Collected data entries:
········

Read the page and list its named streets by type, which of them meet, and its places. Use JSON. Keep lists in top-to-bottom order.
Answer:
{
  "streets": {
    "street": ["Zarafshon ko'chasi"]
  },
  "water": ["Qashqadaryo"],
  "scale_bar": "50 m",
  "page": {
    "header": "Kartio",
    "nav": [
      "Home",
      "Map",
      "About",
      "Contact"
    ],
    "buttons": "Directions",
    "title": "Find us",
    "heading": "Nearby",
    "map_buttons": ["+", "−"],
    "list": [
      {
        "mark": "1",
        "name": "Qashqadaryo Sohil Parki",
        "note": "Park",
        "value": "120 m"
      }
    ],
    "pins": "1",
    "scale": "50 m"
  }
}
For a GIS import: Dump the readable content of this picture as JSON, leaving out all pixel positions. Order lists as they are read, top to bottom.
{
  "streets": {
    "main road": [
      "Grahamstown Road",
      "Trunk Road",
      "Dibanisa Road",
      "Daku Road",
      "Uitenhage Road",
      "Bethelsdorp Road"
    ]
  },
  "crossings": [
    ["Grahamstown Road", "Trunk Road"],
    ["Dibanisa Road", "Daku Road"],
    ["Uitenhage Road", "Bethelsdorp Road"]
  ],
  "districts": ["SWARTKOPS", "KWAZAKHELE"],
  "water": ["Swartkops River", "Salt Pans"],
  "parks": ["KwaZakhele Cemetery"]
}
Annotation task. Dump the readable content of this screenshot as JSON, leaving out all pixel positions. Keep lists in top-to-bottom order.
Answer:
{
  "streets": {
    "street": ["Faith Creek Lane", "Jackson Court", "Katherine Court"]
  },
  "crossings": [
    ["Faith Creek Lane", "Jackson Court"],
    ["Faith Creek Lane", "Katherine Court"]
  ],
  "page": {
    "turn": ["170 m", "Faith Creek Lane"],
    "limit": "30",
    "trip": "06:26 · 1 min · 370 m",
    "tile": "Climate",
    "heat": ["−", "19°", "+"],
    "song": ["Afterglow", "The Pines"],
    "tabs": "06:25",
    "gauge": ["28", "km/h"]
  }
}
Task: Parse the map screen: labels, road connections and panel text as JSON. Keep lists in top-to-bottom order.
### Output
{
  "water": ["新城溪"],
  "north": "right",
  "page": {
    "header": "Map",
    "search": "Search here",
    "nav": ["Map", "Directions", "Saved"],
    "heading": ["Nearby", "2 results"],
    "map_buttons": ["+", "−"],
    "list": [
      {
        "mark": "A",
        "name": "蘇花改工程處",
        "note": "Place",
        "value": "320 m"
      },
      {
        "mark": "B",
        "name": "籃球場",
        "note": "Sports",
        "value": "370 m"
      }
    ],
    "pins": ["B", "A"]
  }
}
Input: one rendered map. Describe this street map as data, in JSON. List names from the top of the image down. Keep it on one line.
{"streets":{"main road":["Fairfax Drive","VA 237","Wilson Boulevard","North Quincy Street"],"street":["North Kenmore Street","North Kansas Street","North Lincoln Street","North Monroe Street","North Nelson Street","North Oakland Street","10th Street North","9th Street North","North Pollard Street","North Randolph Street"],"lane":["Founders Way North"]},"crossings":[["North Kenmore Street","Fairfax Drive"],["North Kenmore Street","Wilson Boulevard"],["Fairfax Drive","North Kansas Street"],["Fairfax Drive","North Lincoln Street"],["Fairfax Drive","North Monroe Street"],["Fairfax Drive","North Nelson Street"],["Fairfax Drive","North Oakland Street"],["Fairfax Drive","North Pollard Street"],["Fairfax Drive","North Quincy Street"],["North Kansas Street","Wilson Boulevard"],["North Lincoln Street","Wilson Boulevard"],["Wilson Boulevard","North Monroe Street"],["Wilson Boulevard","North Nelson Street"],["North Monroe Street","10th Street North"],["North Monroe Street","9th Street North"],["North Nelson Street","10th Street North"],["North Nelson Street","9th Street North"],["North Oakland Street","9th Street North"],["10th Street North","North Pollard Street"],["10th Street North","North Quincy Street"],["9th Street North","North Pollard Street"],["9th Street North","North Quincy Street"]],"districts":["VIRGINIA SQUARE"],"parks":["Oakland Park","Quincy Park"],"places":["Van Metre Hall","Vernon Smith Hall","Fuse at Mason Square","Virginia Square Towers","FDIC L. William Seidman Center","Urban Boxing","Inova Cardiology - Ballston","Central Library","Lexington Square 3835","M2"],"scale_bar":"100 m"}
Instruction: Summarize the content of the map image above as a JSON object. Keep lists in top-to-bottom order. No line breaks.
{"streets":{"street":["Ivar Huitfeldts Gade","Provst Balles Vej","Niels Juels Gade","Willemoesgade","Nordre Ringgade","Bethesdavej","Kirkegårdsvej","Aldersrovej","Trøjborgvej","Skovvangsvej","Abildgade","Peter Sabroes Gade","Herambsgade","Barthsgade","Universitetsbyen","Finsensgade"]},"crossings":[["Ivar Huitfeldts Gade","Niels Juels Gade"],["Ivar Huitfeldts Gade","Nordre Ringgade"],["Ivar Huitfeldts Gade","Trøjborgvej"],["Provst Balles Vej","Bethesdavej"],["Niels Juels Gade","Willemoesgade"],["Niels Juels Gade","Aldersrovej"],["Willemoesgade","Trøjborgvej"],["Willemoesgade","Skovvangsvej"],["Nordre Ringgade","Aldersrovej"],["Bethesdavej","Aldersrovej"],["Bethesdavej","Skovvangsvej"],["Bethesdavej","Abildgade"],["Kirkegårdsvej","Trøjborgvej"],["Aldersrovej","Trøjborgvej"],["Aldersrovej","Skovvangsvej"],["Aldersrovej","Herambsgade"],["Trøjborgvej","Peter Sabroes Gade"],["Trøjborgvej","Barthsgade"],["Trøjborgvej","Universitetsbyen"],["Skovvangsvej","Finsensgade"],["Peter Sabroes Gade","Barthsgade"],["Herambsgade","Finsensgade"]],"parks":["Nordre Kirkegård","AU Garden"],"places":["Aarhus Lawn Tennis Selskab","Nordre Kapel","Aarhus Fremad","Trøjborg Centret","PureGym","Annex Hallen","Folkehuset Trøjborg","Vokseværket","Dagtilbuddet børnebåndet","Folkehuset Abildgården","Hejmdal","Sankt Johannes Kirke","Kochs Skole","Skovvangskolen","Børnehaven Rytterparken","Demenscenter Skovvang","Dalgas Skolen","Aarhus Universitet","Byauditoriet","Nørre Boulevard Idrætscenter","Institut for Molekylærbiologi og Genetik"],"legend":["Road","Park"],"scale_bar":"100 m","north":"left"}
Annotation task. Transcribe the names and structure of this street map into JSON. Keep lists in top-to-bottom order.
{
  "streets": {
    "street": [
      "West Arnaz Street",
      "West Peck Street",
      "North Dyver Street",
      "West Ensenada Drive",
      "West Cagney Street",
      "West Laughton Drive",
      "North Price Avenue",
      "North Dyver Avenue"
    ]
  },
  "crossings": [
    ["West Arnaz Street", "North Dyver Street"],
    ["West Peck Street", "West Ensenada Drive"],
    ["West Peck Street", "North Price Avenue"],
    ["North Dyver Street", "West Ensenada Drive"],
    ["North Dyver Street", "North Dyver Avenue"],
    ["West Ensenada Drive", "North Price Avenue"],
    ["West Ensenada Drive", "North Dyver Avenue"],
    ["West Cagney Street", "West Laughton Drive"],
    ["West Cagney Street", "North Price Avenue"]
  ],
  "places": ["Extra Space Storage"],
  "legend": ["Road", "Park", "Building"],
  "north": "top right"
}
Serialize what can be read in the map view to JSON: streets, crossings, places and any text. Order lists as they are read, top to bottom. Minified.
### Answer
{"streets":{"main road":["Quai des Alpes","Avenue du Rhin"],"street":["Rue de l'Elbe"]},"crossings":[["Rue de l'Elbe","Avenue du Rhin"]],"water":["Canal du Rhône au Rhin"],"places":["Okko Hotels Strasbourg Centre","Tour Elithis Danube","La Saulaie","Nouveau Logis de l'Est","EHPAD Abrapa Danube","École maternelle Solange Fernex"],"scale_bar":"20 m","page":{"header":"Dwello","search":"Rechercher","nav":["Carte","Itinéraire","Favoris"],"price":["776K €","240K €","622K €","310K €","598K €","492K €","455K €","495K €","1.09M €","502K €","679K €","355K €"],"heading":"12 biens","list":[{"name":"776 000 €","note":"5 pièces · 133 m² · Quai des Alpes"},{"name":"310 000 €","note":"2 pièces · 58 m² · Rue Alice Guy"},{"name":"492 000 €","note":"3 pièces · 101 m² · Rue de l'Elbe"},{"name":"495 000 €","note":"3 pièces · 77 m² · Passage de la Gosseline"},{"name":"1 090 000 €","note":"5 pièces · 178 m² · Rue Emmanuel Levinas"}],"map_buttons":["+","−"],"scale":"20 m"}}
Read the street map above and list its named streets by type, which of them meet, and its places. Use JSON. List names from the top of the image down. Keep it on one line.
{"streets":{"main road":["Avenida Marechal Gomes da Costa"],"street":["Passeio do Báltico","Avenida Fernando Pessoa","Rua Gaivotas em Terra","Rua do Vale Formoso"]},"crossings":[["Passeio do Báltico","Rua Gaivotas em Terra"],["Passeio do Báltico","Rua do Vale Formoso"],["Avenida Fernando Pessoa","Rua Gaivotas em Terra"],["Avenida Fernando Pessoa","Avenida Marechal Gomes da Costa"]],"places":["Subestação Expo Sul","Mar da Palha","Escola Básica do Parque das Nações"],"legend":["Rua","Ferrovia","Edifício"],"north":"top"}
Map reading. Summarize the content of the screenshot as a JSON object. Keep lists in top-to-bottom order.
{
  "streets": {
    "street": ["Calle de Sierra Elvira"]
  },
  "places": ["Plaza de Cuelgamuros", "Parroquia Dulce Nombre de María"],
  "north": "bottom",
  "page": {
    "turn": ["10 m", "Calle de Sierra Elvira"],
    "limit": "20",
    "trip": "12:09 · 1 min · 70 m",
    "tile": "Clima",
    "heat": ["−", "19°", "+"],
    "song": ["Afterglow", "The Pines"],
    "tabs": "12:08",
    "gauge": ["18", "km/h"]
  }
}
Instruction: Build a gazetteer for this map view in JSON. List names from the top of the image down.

········

● Instructions for the task
Go through the data above and copy each line in which "text" appears.

● Finished exercise
Task: Parse the map screen: labels, road connections and panel text as JSON. Keep lists in top-to-bottom order.
Serialize what can be read in the map view to JSON: streets, crossings, places and any text. Order lists as they are read, top to bottom. Minified.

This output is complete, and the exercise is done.